* RECORDS
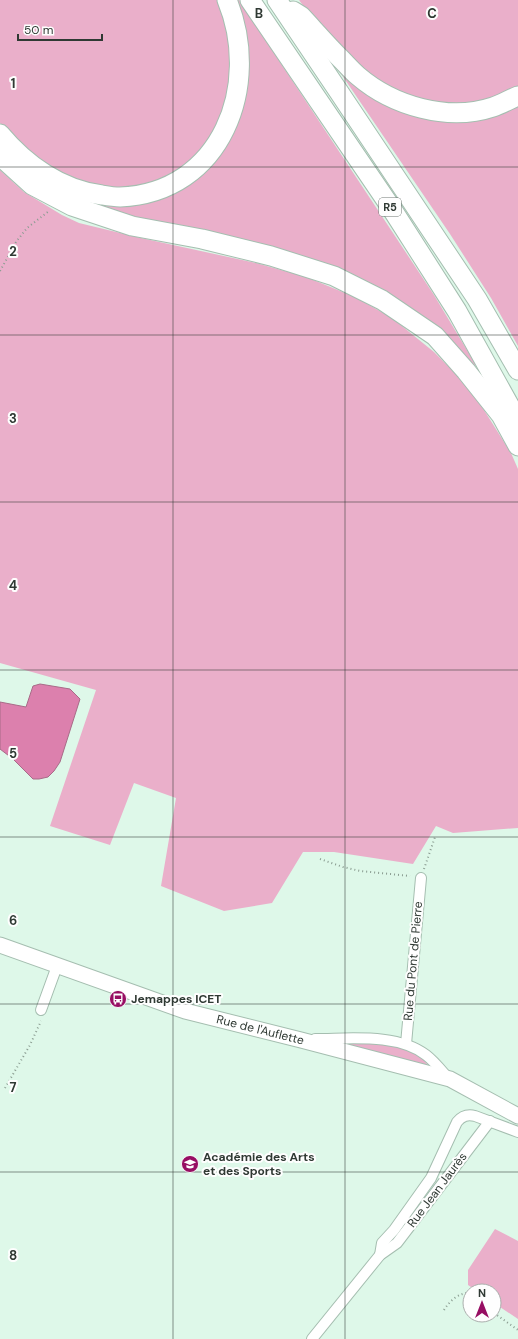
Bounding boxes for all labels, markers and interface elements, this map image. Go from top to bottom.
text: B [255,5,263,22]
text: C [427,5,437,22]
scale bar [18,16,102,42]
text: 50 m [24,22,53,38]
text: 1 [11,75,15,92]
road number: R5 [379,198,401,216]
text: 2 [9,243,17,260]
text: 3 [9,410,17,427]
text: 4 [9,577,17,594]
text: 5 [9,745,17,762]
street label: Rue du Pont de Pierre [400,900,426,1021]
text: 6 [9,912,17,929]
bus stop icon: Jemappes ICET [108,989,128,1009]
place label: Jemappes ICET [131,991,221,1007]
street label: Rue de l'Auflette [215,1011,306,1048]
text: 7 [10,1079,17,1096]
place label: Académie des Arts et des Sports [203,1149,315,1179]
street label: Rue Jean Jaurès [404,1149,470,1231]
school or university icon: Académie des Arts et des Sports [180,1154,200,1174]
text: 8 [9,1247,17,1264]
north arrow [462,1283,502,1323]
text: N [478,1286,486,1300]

* WHAT YOU SHOULD DO
Transcribe all entries above exactly. Omit the pictures.

* OUTPUT FOR THIS TASK
Bounding boxes for all labels, markers and interface elements, this map image. Go from top to bottom.
text: B [255,5,263,22]
text: C [427,5,437,22]
scale bar [18,16,102,42]
text: 50 m [24,22,53,38]
text: 1 [11,75,15,92]
road number: R5 [379,198,401,216]
text: 2 [9,243,17,260]
text: 3 [9,410,17,427]
text: 4 [9,577,17,594]
text: 5 [9,745,17,762]
street label: Rue du Pont de Pierre [400,900,426,1021]
text: 6 [9,912,17,929]
bus stop icon: Jemappes ICET [108,989,128,1009]
place label: Jemappes ICET [131,991,221,1007]
street label: Rue de l'Auflette [215,1011,306,1048]
text: 7 [10,1079,17,1096]
place label: Académie des Arts et des Sports [203,1149,315,1179]
street label: Rue Jean Jaurès [404,1149,470,1231]
school or university icon: Académie des Arts et des Sports [180,1154,200,1174]
text: 8 [9,1247,17,1264]
north arrow [462,1283,502,1323]
text: N [478,1286,486,1300]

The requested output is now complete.